MetalConverter320/documentation/ShadersDoc.txt

Description of the functions of the Metal shaders.


Compute Processing with a Metal kernel function.

The meat of the project is the kernel function named "convert320". See the source code of the file "Shaders.metal"<22>

The kernel function is declared as:

kernel void convert320(const device uchar *iigsBitmap           [[buffer(0)]],
                       const device uchar *scbs                 [[buffer(1)]],
                       const device ushort *colorTables         [[buffer(2)]],
                       texture2d<half, access::write> output    [[texture(0)]],
                       uint2 gid                                [[thread_position_in_grid]])
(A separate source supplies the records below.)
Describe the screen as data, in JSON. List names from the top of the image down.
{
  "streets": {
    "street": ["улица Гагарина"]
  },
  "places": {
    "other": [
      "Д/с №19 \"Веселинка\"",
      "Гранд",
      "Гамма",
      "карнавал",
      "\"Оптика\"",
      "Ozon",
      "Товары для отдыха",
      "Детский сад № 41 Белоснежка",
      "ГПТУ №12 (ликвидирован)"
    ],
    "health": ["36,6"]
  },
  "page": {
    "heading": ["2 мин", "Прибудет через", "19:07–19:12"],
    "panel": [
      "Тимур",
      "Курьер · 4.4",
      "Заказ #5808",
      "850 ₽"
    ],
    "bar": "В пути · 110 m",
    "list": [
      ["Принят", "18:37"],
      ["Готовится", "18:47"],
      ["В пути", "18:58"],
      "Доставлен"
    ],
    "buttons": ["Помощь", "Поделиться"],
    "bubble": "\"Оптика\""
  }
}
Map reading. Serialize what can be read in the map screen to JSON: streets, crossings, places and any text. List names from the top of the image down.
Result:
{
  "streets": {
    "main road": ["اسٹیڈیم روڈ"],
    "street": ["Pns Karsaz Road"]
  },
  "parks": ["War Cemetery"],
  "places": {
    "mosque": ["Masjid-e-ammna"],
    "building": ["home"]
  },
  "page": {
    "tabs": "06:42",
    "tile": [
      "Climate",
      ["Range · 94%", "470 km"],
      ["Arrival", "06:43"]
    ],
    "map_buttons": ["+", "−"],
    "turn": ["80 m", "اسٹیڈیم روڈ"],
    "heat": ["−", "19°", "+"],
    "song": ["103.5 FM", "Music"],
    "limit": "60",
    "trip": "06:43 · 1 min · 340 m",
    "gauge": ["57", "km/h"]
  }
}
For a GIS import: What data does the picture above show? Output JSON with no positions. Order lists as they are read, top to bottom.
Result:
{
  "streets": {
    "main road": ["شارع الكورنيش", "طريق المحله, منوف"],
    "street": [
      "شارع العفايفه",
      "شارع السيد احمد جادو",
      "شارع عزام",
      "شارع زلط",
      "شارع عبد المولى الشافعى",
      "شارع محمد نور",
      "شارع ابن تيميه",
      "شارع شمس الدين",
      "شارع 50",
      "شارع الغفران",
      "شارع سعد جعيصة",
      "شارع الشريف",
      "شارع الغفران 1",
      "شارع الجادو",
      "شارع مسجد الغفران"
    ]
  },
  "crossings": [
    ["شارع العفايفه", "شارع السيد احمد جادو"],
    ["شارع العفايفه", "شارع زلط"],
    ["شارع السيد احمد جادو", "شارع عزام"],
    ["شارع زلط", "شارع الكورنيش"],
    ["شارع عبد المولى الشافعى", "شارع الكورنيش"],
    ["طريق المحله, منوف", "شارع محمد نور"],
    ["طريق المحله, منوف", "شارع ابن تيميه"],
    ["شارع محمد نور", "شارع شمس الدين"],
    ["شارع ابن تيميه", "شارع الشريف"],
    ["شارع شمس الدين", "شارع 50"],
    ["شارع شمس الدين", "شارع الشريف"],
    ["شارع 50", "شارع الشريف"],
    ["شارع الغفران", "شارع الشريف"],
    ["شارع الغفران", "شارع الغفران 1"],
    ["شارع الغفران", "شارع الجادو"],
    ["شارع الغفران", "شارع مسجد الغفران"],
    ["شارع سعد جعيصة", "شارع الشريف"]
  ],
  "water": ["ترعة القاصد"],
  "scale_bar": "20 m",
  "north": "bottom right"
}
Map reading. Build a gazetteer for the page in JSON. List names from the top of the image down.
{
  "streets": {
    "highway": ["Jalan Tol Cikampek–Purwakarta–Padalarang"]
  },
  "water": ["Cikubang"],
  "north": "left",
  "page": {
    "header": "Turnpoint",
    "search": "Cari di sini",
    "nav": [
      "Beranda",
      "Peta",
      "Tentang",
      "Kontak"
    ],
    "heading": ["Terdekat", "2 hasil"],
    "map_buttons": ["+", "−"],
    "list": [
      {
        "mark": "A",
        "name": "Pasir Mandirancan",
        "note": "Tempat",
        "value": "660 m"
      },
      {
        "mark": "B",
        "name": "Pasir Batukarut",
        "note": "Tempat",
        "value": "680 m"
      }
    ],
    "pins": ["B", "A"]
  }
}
Three input buffers are passed to the kernel function. The first input buffer will consist of a 32 000-byte IIGS bitmap passed as a 1D array of bytes. Each byte in this bitmap consists of two 4-bit "pixels". These 2 "pixels" are not true colour pixels but are indices into a color table.

The second input buffer contains 200 Scanline Control Bytes (SCBs) (plus 56 unused bytes) passed as a 1D array of 256 bytes. Note: the Apple IIGS standard monitor supports 200 scanlines (or screen lines in graphic mode). The value of each of these SCBs tells the Apple IIGS hardware which one of the 16 colour tables to use for a particular scanline (or entire row of 320 pixels). There is a 1:1 correspondence between the SCBs in the SCB array and the rows of pixels on the IIGS monitor. To elaborate, the colours of scanline 0 is controlled by SCB0 (the first SCB), scanline 199 by SCB199 (the last SCB). Each scanline can use just ONE of the 16 colour tables passed. BTW, each scanline on the Apple IIGS occupies 160 bytes of video memory. In 320 graphic mode, each screen line on the standard Apple IIGS monitor displays exactly 160 x 2 = 320 pixels.

The third input buffer consists of 16 colour tables passed also as a 1D array of 512 bytes; each colour table itself consists of 16 colour entries. Each colour entry is a 16-bit word; the colour word has the following format (in bits): 0000rrrr ggggbbbb. (In hex, the bytes are written as: 0x0RGB; in the Apple IIGS video memory the bytes are stored as: GB 0R) In other words, the colour word is actually 12 bits. The maximum value is 00001111 11111111 (or 0F FF in hex or 4095 in decimal) and the minimum is 00000000 00000000 (00 00 in hex). The Apple IIGS can display up to 4 096 colours but the number of colours displayed by a scanline is much more limited; each pixel of a scanline can be one of 16 colours in the colour table specified by the scanline's SCB.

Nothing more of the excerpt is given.